Whenever "bottom" occurs in a line of the material, list that line.
=== Begin Enclosure ===
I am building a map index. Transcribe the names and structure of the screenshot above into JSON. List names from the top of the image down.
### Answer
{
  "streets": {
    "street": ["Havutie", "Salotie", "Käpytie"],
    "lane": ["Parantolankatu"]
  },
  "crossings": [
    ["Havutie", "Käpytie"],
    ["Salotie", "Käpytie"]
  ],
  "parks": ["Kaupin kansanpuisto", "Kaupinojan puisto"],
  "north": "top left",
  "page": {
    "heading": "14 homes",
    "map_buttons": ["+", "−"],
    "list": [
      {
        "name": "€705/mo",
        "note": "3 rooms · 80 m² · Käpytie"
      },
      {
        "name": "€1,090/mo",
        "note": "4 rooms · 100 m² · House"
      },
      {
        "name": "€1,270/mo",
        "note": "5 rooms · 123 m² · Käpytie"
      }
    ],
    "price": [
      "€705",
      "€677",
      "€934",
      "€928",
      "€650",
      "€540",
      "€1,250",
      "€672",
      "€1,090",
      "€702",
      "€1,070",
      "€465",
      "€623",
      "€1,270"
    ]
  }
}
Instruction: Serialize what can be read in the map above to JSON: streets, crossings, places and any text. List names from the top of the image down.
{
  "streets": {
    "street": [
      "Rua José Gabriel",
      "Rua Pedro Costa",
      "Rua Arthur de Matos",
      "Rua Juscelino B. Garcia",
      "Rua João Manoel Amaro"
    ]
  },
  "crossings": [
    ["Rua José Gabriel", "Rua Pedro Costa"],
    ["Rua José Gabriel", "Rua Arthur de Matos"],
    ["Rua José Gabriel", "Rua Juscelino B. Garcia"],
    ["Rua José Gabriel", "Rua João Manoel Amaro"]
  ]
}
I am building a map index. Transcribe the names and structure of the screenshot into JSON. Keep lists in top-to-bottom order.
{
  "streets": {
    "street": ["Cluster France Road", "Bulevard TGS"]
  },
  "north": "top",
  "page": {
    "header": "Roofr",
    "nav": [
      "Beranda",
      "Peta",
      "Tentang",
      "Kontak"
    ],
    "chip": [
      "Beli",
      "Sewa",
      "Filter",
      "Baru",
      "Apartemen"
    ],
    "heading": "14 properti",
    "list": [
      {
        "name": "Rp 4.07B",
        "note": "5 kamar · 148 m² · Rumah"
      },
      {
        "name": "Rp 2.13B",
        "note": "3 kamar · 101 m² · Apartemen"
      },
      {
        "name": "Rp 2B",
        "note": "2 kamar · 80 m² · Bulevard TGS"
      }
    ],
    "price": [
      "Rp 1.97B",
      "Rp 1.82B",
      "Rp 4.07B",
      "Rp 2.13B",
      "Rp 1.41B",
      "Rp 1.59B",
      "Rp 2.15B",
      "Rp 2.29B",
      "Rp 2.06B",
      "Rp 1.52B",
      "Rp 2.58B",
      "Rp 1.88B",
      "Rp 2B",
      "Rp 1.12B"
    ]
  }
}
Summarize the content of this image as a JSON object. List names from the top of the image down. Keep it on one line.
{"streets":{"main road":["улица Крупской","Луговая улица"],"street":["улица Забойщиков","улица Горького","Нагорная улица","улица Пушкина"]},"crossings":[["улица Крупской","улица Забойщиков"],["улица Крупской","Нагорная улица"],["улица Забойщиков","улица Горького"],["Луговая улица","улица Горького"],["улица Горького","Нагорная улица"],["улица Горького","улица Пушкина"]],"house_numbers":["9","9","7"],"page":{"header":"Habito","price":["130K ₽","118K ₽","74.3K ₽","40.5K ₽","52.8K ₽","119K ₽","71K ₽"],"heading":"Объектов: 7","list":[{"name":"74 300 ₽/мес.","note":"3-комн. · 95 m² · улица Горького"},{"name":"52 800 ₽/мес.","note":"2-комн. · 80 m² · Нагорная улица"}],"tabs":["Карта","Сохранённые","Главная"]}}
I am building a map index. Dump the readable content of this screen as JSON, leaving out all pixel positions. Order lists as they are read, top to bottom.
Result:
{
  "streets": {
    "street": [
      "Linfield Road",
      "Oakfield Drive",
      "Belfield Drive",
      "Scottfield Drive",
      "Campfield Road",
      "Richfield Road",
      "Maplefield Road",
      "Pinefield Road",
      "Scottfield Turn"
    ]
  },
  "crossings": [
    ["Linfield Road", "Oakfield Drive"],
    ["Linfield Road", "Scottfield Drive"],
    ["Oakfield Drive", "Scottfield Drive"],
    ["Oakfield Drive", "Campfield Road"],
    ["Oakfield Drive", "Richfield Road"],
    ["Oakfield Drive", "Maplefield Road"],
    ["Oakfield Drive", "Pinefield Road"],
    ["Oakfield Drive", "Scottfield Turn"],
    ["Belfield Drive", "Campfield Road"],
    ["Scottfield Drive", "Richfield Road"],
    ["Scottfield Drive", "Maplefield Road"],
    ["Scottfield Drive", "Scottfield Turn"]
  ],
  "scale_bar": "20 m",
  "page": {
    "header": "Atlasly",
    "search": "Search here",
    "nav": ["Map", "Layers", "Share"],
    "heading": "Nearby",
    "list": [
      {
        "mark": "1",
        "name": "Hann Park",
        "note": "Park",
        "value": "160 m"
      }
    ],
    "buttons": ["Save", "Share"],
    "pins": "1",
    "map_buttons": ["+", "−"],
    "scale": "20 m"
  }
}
=== End Enclosure ===
* _Expected answer_:
I am building a map index. Transcribe the names and structure of the screenshot into JSON. Keep lists in top-to-bottom order.
I am building a map index. Dump the readable content of this screen as JSON, leaving out all pixel positions. Order lists as they are read, top to bottom.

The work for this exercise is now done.